START Material for the task
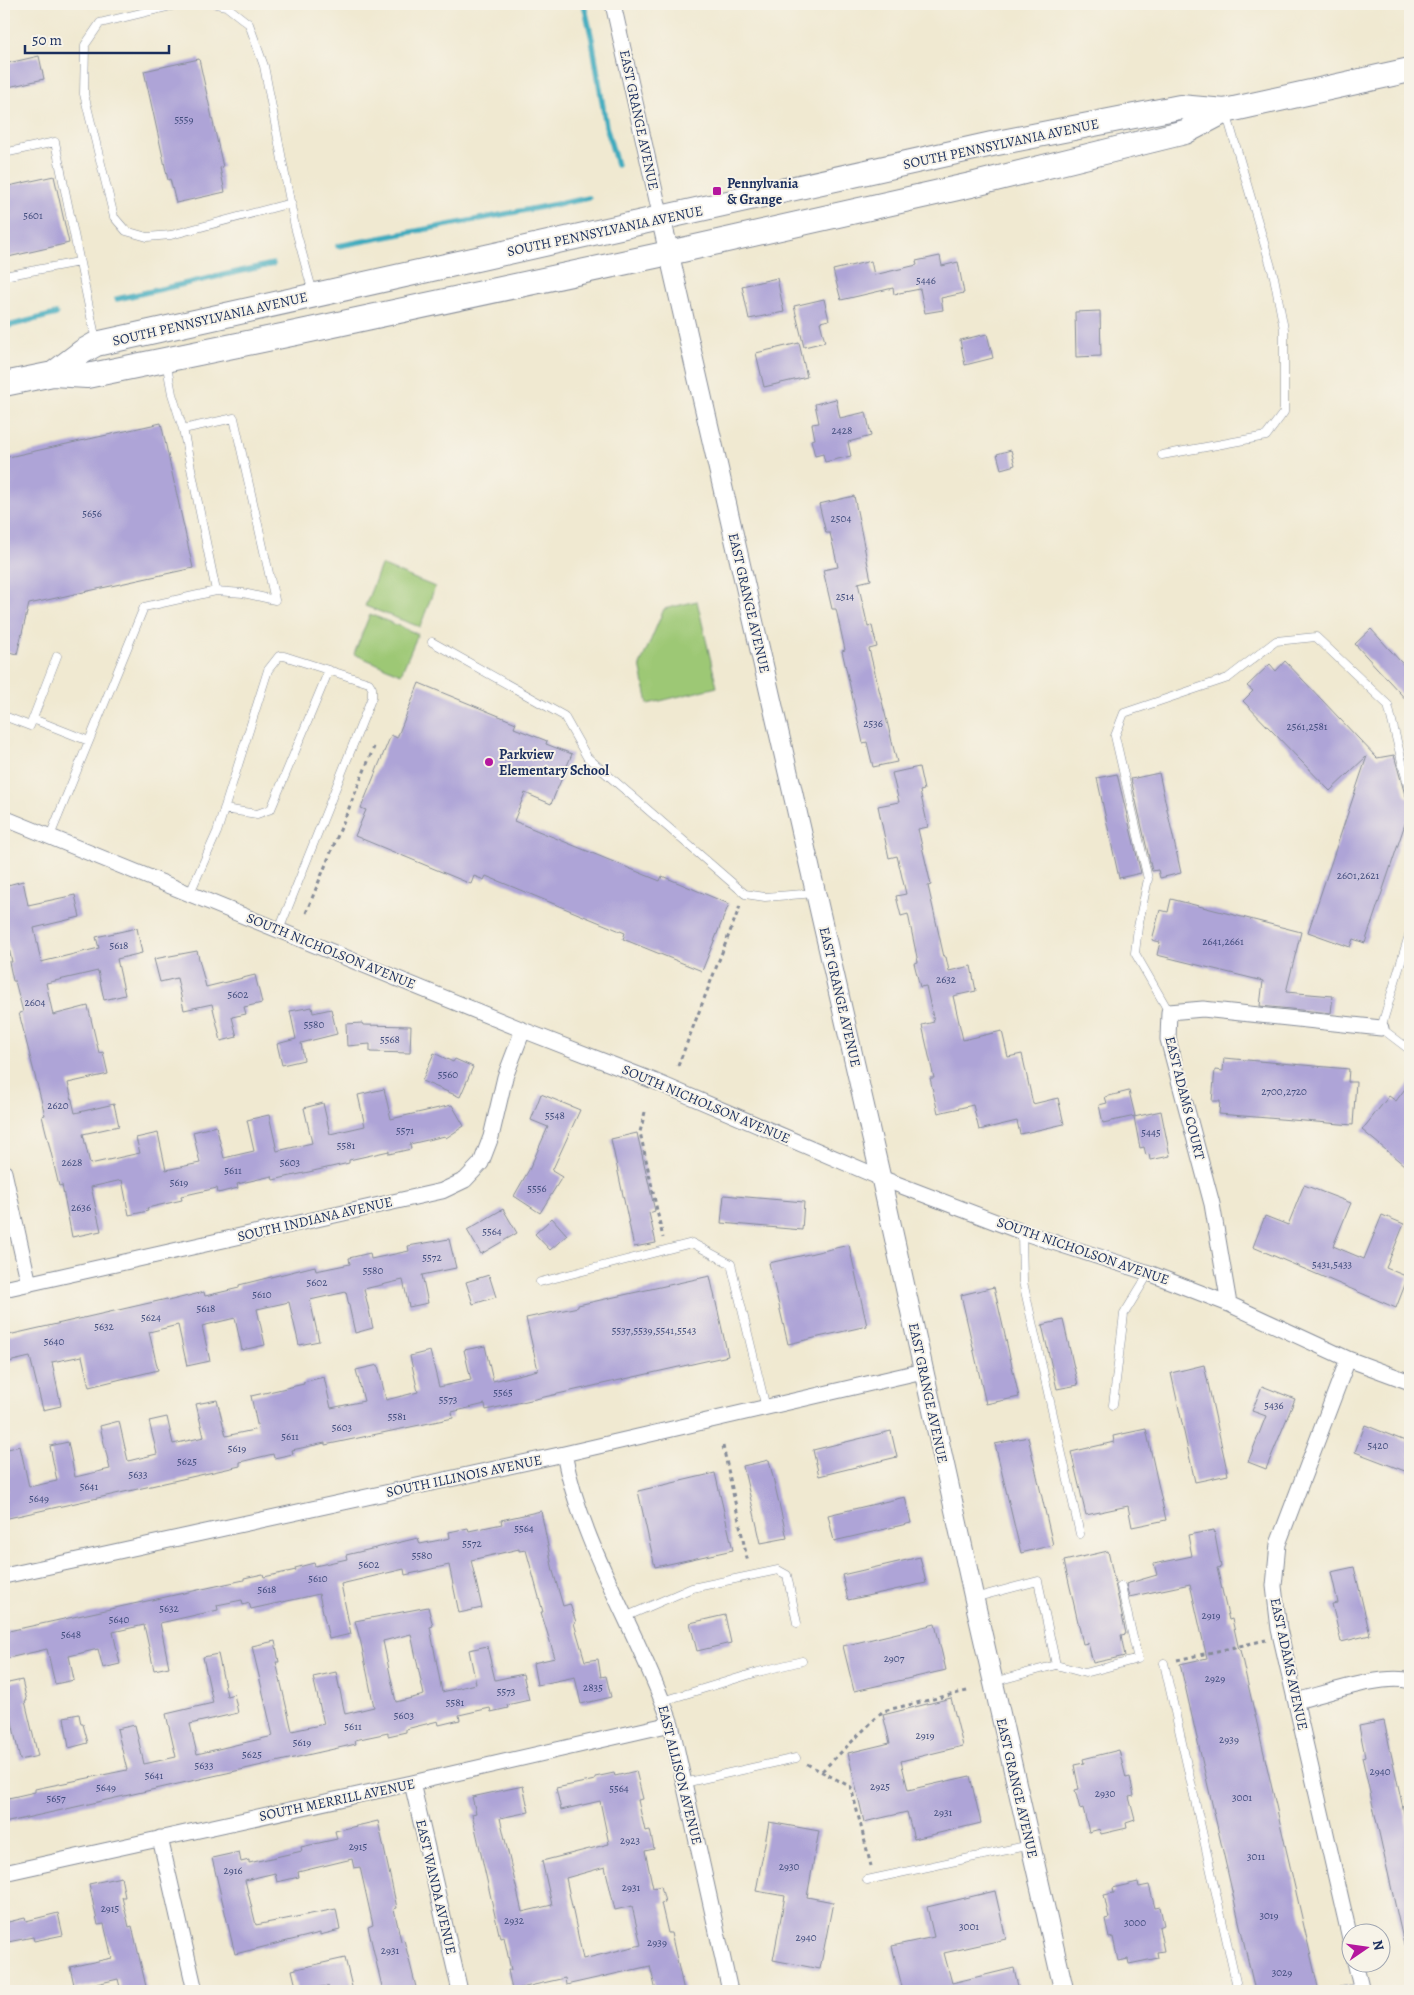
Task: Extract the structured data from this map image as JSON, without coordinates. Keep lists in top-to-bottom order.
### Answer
{
  "streets": {
    "main road": ["SOUTH PENNSYLVANIA AVENUE"],
    "street": [
      "EAST GRANGE AVENUE",
      "SOUTH NICHOLSON AVENUE",
      "EAST ADAMS COURT",
      "SOUTH INDIANA AVENUE",
      "SOUTH ILLINOIS AVENUE",
      "EAST ADAMS AVENUE",
      "EAST ALLISON AVENUE",
      "SOUTH MERRILL AVENUE",
      "EAST WANDA AVENUE"
    ]
  },
  "crossings": [
    ["EAST GRANGE AVENUE", "SOUTH PENNSYLVANIA AVENUE"],
    ["EAST GRANGE AVENUE", "SOUTH NICHOLSON AVENUE"],
    ["EAST GRANGE AVENUE", "SOUTH ILLINOIS AVENUE"],
    ["SOUTH NICHOLSON AVENUE", "EAST ADAMS COURT"],
    ["SOUTH NICHOLSON AVENUE", "SOUTH INDIANA AVENUE"],
    ["SOUTH NICHOLSON AVENUE", "EAST ADAMS AVENUE"],
    ["SOUTH ILLINOIS AVENUE", "EAST ALLISON AVENUE"],
    ["EAST ALLISON AVENUE", "SOUTH MERRILL AVENUE"],
    ["SOUTH MERRILL AVENUE", "EAST WANDA AVENUE"]
  ],
  "places": {
    "transit": ["Pennylvania & Grange"],
    "other": ["Parkview Elementary School"]
  },
  "house_numbers": [
    "5559",
    "5601",
    "5446",
    "2428",
    "5656",
    "2504",
    "2514",
    "2536",
    "2561,2581",
    "2601,2621",
    "2641,2661",
    "5618",
    "2632",
    "5602",
    "2604",
    "5580",
    "5568",
    "5560",
    "2700,2720",
    "2620",
    "5548",
    "5571",
    "5445",
    "5581",
    "2628",
    "5603",
    "5611",
    "5619",
    "5556",
    "2636",
    "5564",
    "5572",
    "5431,5433",
    "5580",
    "5602",
    "5610",
    "5618",
    "5624",
    "5632",
    "5537,5539,5541,5543",
    "5640",
    "5565",
    "5573",
    "5436",
    "5581",
    "5603",
    "5611",
    "5420",
    "5619",
    "5625",
    "5633",
    "5641",
    "5649",
    "5564",
    "5572",
    "5580",
    "5602",
    "5610",
    "5618",
    "5632",
    "2919",
    "5640",
    "5648",
    "2907",
    "2929",
    "2835",
    "5573",
    "5581",
    "5603",
    "5611",
    "2919",
    "2939",
    "5619",
    "5625",
    "5633",
    "2940",
    "5641",
    "2925",
    "5649",
    "5564",
    "2930",
    "3001",
    "5657",
    "2931",
    "2923",
    "2915",
    "3011",
    "2930",
    "2916",
    "2931",
    "2915",
    "3019",
    "2932",
    "3000",
    "3001",
    "2940",
    "2939",
    "2931",
    "3029"
  ],
  "scale_bar": "50 m",
  "north": "right"
}
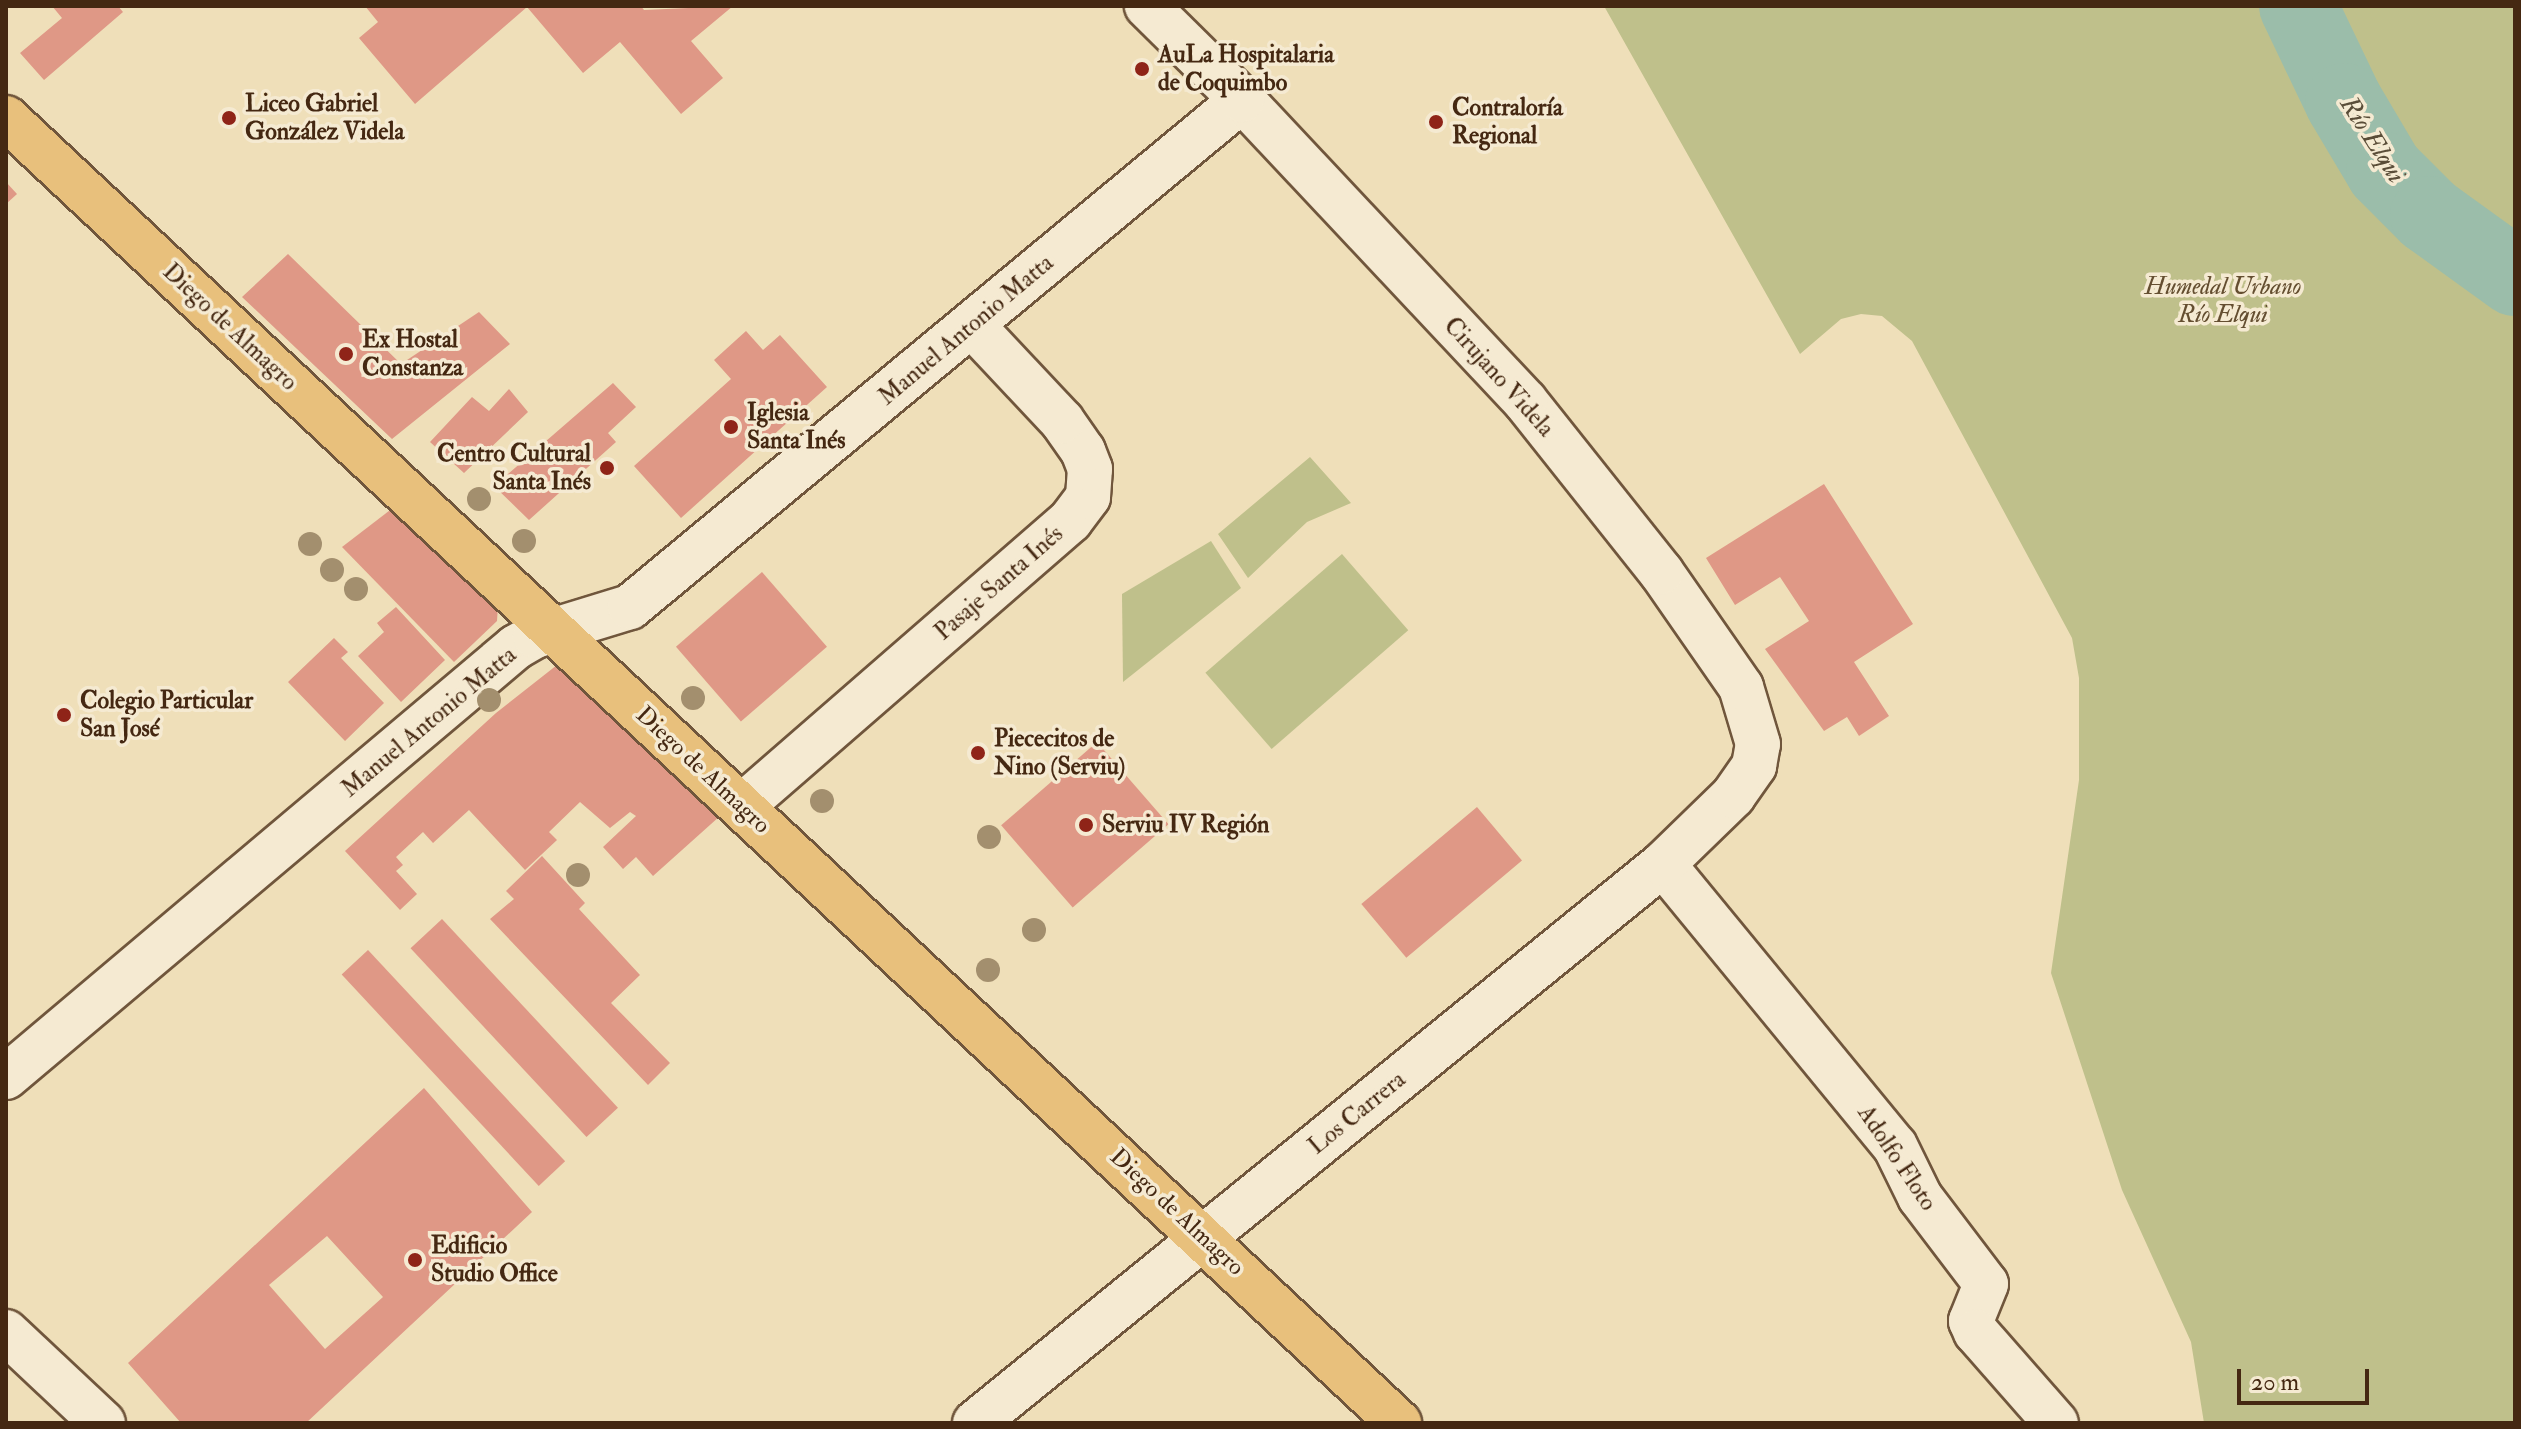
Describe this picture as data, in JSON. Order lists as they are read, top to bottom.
{
  "streets": {
    "main road": ["Diego de Almagro"],
    "street": [
      "Manuel Antonio Matta",
      "Cirujano Videla",
      "Pasaje Santa Inés",
      "Los Carrera",
      "Adolfo Floto"
    ]
  },
  "crossings": [
    ["Diego de Almagro", "Manuel Antonio Matta"],
    ["Diego de Almagro", "Pasaje Santa Inés"],
    ["Diego de Almagro", "Los Carrera"],
    ["Manuel Antonio Matta", "Cirujano Videla"],
    ["Manuel Antonio Matta", "Pasaje Santa Inés"],
    ["Cirujano Videla", "Los Carrera"],
    ["Los Carrera", "Adolfo Floto"]
  ],
  "water": ["Río Elqui"],
  "parks": ["Humedal Urbano Río Elqui"],
  "places": [
    "AuLa Hospitalaria de Coquimbo",
    "Liceo Gabriel González Videla",
    "Contraloría Regional",
    "Ex Hostal Constanza",
    "Iglesia Santa Inés",
    "Centro Cultural Santa Inés",
    "Colegio Particular San José",
    "Piececitos de Nino (Serviu)",
    "Serviu IV Región",
    "Edificio Studio Office"
  ],
  "scale_bar": "20 m"
}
END Material for the task
Exercise prompt. What this calls for is the material above set down exactly, pictures excluded.

Response to the exercise.
Task: Extract the structured data from this map image as JSON, without coordinates. Keep lists in top-to-bottom order.
### Answer
{
  "streets": {
    "main road": ["SOUTH PENNSYLVANIA AVENUE"],
    "street": [
      "EAST GRANGE AVENUE",
      "SOUTH NICHOLSON AVENUE",
      "EAST ADAMS COURT",
      "SOUTH INDIANA AVENUE",
      "SOUTH ILLINOIS AVENUE",
      "EAST ADAMS AVENUE",
      "EAST ALLISON AVENUE",
      "SOUTH MERRILL AVENUE",
      "EAST WANDA AVENUE"
    ]
  },
  "crossings": [
    ["EAST GRANGE AVENUE", "SOUTH PENNSYLVANIA AVENUE"],
    ["EAST GRANGE AVENUE", "SOUTH NICHOLSON AVENUE"],
    ["EAST GRANGE AVENUE", "SOUTH ILLINOIS AVENUE"],
    ["SOUTH NICHOLSON AVENUE", "EAST ADAMS COURT"],
    ["SOUTH NICHOLSON AVENUE", "SOUTH INDIANA AVENUE"],
    ["SOUTH NICHOLSON AVENUE", "EAST ADAMS AVENUE"],
    ["SOUTH ILLINOIS AVENUE", "EAST ALLISON AVENUE"],
    ["EAST ALLISON AVENUE", "SOUTH MERRILL AVENUE"],
    ["SOUTH MERRILL AVENUE", "EAST WANDA AVENUE"]
  ],
  "places": {
    "transit": ["Pennylvania & Grange"],
    "other": ["Parkview Elementary School"]
  },
  "house_numbers": [
    "5559",
    "5601",
    "5446",
    "2428",
    "5656",
    "2504",
    "2514",
    "2536",
    "2561,2581",
    "2601,2621",
    "2641,2661",
    "5618",
    "2632",
    "5602",
    "2604",
    "5580",
    "5568",
    "5560",
    "2700,2720",
    "2620",
    "5548",
    "5571",
    "5445",
    "5581",
    "2628",
    "5603",
    "5611",
    "5619",
    "5556",
    "2636",
    "5564",
    "5572",
    "5431,5433",
    "5580",
    "5602",
    "5610",
    "5618",
    "5624",
    "5632",
    "5537,5539,5541,5543",
    "5640",
    "5565",
    "5573",
    "5436",
    "5581",
    "5603",
    "5611",
    "5420",
    "5619",
    "5625",
    "5633",
    "5641",
    "5649",
    "5564",
    "5572",
    "5580",
    "5602",
    "5610",
    "5618",
    "5632",
    "2919",
    "5640",
    "5648",
    "2907",
    "2929",
    "2835",
    "5573",
    "5581",
    "5603",
    "5611",
    "2919",
    "2939",
    "5619",
    "5625",
    "5633",
    "2940",
    "5641",
    "2925",
    "5649",
    "5564",
    "2930",
    "3001",
    "5657",
    "2931",
    "2923",
    "2915",
    "3011",
    "2930",
    "2916",
    "2931",
    "2915",
    "3019",
    "2932",
    "3000",
    "3001",
    "2940",
    "2939",
    "2931",
    "3029"
  ],
  "scale_bar": "50 m",
  "north": "right"
}
Describe this picture as data, in JSON. Order lists as they are read, top to bottom.
{
  "streets": {
    "main road": ["Diego de Almagro"],
    "street": [
      "Manuel Antonio Matta",
      "Cirujano Videla",
      "Pasaje Santa Inés",
      "Los Carrera",
      "Adolfo Floto"
    ]
  },
  "crossings": [
    ["Diego de Almagro", "Manuel Antonio Matta"],
    ["Diego de Almagro", "Pasaje Santa Inés"],
    ["Diego de Almagro", "Los Carrera"],
    ["Manuel Antonio Matta", "Cirujano Videla"],
    ["Manuel Antonio Matta", "Pasaje Santa Inés"],
    ["Cirujano Videla", "Los Carrera"],
    ["Los Carrera", "Adolfo Floto"]
  ],
  "water": ["Río Elqui"],
  "parks": ["Humedal Urbano Río Elqui"],
  "places": [
    "AuLa Hospitalaria de Coquimbo",
    "Liceo Gabriel González Videla",
    "Contraloría Regional",
    "Ex Hostal Constanza",
    "Iglesia Santa Inés",
    "Centro Cultural Santa Inés",
    "Colegio Particular San José",
    "Piececitos de Nino (Serviu)",
    "Serviu IV Región",
    "Edificio Studio Office"
  ],
  "scale_bar": "20 m"
}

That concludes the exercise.